===== PROVIDED INFORMATION

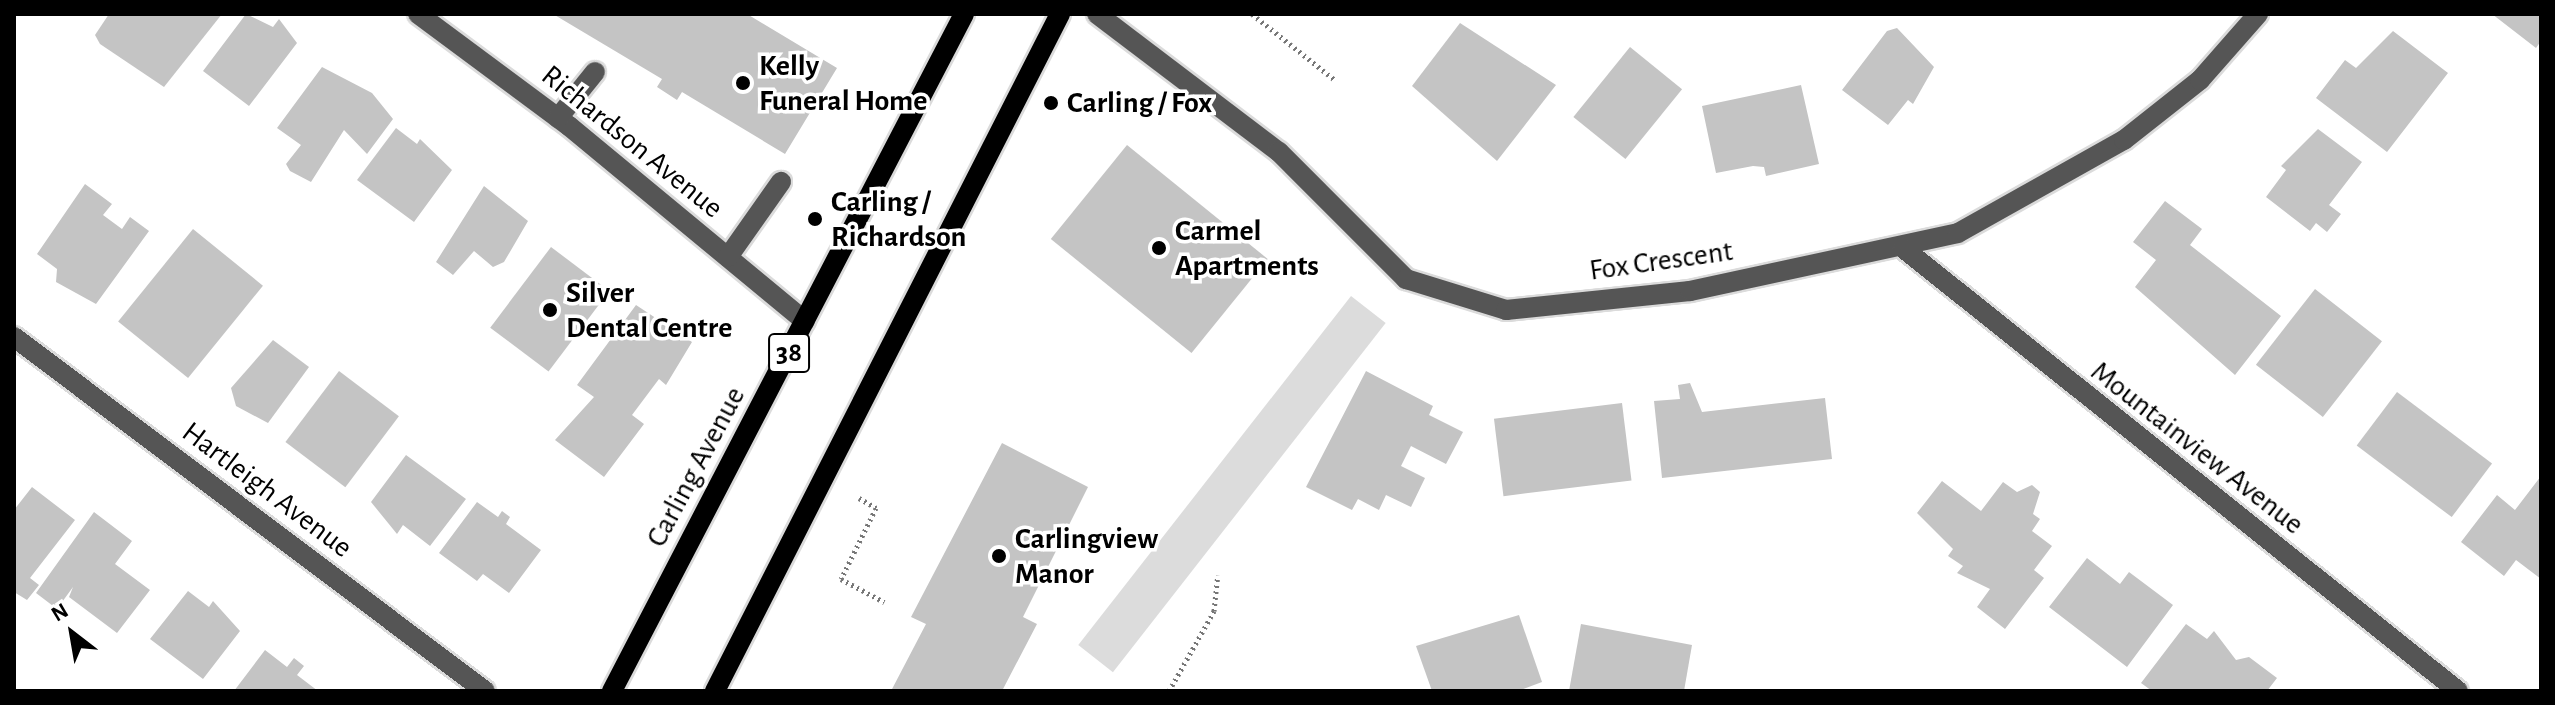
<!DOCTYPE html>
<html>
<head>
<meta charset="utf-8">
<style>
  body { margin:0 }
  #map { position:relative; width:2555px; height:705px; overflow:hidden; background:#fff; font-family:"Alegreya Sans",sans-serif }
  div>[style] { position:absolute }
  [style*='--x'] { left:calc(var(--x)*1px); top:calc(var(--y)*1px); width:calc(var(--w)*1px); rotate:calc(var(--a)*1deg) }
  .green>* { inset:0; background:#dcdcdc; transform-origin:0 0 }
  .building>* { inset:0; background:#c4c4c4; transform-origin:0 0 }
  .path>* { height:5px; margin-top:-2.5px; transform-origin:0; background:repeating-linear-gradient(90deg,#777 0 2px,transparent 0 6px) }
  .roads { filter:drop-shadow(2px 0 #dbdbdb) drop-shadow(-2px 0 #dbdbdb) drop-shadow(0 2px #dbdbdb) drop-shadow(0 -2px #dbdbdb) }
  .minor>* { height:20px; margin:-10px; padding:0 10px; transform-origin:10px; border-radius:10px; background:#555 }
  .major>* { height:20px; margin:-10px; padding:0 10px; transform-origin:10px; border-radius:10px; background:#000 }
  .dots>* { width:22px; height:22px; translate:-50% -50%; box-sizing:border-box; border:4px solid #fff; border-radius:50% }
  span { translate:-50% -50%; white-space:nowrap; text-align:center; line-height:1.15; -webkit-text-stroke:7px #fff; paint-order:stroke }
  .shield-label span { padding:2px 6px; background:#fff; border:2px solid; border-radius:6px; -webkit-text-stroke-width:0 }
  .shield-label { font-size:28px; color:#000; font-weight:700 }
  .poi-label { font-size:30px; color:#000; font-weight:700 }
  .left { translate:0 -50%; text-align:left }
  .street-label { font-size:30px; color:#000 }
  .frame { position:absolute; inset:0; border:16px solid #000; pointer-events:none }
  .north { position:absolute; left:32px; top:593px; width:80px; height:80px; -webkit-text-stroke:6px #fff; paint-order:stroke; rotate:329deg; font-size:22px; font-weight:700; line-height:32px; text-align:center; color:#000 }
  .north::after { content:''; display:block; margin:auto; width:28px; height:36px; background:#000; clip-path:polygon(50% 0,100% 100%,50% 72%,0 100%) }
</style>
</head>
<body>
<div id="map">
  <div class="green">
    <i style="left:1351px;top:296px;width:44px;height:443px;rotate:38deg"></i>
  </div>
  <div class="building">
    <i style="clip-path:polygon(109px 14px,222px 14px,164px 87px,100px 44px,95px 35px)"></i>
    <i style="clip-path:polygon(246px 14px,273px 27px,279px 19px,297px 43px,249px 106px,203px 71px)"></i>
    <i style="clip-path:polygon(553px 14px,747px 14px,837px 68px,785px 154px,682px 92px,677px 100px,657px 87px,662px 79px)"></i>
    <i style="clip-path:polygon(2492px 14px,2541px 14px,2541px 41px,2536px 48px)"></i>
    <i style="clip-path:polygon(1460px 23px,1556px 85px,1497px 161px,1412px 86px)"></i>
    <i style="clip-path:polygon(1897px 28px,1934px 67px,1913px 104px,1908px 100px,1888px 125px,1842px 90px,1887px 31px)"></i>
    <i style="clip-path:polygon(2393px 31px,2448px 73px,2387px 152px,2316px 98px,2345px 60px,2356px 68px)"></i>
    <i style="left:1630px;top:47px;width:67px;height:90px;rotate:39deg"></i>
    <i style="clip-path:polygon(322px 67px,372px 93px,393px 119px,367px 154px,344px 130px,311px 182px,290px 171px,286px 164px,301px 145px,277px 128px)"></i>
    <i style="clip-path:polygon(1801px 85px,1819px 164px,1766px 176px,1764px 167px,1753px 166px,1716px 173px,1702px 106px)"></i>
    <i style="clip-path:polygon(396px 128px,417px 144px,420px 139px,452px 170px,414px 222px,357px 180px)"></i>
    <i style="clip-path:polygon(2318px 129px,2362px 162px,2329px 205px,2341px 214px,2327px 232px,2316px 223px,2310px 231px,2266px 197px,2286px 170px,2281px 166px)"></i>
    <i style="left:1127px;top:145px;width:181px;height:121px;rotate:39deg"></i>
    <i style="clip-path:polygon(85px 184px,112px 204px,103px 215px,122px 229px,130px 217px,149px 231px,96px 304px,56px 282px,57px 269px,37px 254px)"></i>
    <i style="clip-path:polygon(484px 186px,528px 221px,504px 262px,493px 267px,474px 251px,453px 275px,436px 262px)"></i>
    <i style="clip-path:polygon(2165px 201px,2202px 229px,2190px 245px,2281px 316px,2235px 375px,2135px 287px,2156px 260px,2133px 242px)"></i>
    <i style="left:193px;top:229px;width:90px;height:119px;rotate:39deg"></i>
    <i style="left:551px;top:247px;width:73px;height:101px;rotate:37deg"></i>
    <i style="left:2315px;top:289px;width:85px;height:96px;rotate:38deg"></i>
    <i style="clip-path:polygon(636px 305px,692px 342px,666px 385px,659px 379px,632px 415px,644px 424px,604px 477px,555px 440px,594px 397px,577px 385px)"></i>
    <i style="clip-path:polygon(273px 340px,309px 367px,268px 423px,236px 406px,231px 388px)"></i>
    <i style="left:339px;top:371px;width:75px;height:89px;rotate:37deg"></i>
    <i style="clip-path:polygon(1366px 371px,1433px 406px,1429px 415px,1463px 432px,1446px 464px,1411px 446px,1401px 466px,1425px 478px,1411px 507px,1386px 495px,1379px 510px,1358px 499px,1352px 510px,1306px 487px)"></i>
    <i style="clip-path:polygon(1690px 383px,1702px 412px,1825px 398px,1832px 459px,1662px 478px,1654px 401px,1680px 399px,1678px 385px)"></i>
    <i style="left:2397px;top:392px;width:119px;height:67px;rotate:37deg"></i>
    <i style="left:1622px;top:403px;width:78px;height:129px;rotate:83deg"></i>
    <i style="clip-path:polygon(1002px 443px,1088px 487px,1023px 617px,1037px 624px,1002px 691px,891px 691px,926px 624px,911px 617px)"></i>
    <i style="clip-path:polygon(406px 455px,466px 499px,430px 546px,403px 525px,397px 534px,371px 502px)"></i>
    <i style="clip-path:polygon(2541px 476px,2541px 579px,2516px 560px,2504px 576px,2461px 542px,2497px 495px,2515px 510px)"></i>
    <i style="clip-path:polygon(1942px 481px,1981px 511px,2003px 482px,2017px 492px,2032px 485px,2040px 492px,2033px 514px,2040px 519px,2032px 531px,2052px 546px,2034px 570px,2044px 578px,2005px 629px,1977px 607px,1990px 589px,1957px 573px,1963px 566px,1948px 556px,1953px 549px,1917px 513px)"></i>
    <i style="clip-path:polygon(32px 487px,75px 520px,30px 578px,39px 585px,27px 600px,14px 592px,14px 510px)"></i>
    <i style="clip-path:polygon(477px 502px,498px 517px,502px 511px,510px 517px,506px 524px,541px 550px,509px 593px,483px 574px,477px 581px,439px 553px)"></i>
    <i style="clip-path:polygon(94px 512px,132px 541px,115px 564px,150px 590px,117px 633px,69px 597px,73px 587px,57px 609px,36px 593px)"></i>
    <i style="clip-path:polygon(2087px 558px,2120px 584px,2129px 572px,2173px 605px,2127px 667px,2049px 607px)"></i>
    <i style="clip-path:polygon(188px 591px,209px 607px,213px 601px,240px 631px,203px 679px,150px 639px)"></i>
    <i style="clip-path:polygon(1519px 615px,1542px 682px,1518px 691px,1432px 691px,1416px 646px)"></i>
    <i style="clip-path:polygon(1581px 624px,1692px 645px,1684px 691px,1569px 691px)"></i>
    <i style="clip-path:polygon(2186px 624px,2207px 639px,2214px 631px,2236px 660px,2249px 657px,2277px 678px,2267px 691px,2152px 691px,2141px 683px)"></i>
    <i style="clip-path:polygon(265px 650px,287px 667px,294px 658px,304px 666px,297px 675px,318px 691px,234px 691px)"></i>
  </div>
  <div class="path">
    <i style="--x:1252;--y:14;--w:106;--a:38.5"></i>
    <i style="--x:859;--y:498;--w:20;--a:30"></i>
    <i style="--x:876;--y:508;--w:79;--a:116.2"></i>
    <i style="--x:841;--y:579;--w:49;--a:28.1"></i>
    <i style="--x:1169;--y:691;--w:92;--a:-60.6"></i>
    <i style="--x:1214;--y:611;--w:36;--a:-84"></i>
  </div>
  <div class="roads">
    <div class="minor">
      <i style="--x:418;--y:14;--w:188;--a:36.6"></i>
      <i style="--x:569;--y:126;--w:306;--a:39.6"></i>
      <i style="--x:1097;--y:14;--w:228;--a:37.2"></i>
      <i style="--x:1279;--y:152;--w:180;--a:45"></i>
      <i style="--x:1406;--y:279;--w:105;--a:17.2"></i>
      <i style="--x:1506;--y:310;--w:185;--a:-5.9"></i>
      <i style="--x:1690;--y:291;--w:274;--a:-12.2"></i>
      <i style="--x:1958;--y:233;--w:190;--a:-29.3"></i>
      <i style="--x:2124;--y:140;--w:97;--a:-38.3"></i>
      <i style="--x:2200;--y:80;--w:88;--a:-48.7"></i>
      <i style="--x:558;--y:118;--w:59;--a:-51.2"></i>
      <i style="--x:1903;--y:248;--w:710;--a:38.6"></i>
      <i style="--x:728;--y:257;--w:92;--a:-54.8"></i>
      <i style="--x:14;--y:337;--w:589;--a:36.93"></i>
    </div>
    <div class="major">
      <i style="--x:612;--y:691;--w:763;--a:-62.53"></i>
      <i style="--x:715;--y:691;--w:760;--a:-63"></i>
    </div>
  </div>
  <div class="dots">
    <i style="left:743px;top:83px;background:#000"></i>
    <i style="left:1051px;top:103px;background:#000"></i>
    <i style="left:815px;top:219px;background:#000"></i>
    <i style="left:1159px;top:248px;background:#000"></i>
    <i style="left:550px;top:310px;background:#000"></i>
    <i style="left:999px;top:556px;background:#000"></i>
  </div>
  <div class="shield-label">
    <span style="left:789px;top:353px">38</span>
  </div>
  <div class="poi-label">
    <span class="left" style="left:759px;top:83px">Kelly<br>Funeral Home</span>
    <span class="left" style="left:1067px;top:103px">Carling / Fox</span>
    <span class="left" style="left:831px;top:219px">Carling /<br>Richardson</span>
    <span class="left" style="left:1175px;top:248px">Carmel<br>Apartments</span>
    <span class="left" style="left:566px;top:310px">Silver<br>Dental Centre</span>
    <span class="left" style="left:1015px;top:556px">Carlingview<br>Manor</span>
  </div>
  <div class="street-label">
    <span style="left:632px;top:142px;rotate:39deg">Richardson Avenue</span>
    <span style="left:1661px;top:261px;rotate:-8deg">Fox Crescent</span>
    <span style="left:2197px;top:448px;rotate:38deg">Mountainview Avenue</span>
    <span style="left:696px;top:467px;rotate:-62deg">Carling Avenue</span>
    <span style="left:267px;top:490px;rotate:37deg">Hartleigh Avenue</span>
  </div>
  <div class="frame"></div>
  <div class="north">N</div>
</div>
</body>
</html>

==========
===== PROVIDED INFORMATION

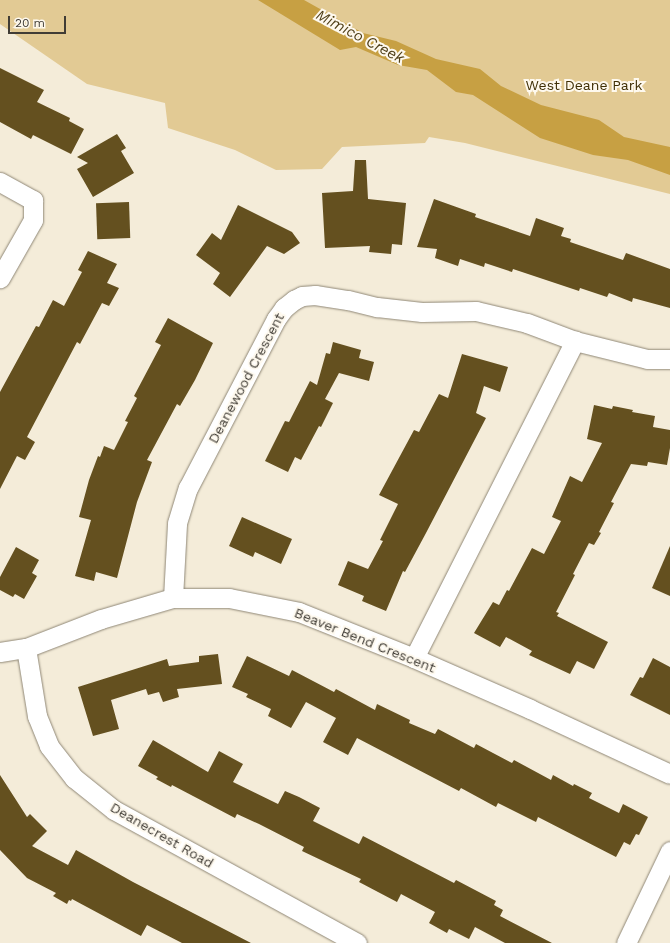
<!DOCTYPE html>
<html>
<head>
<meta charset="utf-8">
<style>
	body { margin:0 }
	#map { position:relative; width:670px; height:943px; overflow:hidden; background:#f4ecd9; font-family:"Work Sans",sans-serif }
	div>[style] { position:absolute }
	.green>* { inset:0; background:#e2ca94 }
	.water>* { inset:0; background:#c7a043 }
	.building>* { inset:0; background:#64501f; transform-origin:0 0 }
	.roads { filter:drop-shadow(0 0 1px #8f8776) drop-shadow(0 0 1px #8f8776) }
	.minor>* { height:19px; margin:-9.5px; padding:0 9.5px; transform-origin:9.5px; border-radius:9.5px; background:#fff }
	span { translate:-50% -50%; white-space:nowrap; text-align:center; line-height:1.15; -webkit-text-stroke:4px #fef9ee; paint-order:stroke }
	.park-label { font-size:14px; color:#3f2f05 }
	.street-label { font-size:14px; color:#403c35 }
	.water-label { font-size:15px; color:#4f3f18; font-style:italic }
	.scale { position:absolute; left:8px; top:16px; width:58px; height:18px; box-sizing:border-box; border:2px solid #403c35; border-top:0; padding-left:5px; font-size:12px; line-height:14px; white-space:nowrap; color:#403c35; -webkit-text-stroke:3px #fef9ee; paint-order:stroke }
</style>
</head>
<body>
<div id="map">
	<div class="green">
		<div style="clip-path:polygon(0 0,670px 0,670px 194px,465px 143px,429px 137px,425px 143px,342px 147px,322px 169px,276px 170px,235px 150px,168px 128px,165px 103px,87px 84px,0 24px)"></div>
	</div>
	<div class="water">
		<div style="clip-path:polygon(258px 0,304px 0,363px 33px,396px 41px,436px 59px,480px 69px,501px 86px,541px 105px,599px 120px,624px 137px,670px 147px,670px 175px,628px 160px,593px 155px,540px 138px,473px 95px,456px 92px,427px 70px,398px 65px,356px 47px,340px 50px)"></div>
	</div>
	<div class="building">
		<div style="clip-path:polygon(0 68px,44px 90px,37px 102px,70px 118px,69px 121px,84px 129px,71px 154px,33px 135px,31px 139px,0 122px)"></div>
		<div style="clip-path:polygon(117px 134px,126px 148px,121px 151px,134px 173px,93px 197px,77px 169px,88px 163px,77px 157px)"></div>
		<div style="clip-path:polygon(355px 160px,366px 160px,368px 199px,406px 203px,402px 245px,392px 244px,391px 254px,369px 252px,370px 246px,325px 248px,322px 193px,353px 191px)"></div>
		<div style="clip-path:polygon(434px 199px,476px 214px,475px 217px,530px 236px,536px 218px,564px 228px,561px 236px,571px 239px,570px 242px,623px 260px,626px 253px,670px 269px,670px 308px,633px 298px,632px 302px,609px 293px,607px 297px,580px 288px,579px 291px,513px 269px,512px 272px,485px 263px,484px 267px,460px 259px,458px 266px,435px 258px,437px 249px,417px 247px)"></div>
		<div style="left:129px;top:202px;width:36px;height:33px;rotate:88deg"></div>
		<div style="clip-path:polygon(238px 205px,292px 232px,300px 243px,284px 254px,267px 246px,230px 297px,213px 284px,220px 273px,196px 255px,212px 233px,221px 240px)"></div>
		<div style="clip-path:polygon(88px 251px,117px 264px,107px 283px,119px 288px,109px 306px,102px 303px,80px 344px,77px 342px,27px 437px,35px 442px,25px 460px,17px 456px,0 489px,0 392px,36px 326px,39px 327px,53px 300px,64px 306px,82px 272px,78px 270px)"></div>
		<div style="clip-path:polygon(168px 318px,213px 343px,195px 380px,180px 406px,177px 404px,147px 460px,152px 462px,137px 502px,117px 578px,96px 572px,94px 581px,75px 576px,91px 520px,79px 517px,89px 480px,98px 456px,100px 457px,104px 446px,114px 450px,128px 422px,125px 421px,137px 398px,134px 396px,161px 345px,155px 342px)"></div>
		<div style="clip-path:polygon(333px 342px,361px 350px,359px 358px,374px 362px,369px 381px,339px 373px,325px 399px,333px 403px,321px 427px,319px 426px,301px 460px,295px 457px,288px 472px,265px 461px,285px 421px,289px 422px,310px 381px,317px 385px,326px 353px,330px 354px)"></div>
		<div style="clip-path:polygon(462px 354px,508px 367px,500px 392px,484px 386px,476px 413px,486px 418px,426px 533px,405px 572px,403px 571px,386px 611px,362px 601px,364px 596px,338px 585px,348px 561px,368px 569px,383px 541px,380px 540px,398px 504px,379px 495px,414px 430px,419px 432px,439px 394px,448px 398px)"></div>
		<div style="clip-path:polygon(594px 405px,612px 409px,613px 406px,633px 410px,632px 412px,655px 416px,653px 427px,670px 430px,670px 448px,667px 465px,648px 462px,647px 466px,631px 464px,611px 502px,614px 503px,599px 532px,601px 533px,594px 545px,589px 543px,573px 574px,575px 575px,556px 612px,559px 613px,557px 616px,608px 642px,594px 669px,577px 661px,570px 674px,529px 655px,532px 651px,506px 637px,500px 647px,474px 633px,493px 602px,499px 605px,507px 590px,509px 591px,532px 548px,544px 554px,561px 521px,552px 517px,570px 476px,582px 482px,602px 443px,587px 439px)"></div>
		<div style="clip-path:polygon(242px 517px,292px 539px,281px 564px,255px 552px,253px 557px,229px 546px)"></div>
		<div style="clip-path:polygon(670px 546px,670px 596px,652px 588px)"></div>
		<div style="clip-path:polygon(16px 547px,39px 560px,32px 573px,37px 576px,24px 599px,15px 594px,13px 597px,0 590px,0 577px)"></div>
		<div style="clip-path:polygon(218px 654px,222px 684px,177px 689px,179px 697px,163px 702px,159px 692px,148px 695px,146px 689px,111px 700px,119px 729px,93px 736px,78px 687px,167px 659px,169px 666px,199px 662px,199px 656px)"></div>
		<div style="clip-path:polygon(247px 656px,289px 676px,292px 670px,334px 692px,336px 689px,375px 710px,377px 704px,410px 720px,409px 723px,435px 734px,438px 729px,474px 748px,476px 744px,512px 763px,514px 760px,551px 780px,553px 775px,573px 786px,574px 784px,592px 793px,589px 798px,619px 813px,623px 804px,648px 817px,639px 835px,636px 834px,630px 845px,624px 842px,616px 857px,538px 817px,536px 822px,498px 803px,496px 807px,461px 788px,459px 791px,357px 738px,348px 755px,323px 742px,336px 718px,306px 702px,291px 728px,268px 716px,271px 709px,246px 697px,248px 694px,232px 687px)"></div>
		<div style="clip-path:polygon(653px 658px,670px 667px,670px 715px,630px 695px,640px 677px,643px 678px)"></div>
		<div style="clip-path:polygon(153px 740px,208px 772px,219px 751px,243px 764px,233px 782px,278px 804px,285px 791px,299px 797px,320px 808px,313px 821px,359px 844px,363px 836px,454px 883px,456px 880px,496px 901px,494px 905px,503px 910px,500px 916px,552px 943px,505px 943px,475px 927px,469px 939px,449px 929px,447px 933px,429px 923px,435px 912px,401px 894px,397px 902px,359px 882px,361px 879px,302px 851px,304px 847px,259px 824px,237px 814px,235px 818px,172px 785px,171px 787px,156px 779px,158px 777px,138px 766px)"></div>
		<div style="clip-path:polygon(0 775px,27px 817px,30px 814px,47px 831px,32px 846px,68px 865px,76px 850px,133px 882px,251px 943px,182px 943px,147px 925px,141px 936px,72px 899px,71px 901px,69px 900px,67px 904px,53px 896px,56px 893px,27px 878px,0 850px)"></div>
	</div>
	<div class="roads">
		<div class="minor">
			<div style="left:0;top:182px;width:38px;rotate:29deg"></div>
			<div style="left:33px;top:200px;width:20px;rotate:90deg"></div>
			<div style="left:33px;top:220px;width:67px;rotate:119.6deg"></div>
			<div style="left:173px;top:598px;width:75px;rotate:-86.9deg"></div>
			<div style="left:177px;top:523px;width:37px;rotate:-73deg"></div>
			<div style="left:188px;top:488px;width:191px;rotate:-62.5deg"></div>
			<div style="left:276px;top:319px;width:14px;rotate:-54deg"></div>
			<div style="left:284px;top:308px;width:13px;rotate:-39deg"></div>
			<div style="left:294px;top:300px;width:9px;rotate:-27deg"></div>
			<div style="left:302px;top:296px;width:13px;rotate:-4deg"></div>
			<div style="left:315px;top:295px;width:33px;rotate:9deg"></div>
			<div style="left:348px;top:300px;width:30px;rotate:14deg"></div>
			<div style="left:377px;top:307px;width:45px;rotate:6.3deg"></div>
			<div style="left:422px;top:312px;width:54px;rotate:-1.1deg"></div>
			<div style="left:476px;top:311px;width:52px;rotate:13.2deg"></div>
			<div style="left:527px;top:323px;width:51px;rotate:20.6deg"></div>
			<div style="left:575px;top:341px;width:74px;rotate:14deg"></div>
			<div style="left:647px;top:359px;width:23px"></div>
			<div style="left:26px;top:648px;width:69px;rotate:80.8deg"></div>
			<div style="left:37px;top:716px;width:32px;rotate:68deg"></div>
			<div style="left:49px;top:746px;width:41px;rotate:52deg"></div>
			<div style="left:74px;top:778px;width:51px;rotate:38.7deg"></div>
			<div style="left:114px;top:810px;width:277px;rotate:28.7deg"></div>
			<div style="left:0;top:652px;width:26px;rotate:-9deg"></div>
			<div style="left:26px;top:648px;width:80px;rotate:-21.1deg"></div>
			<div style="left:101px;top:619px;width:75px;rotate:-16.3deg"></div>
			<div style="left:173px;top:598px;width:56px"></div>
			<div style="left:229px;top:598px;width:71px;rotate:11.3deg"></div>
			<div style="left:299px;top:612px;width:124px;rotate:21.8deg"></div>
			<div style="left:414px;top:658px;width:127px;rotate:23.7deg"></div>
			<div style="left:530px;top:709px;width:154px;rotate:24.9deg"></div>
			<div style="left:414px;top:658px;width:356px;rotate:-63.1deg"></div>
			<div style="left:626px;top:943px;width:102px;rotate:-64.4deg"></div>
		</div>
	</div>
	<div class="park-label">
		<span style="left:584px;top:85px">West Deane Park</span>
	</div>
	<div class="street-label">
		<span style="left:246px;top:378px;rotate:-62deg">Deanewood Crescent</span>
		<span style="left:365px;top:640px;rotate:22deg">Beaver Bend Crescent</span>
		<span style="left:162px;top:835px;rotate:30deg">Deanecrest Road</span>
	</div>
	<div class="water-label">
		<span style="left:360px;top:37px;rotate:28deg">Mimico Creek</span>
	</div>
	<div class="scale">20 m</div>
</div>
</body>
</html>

==========

■ **EXERCISE DESCRIPTION**:
Count how many lines of the entries contain the word "hidden", and respond with that count only.

■ **THE COMPLETED TASK**:
2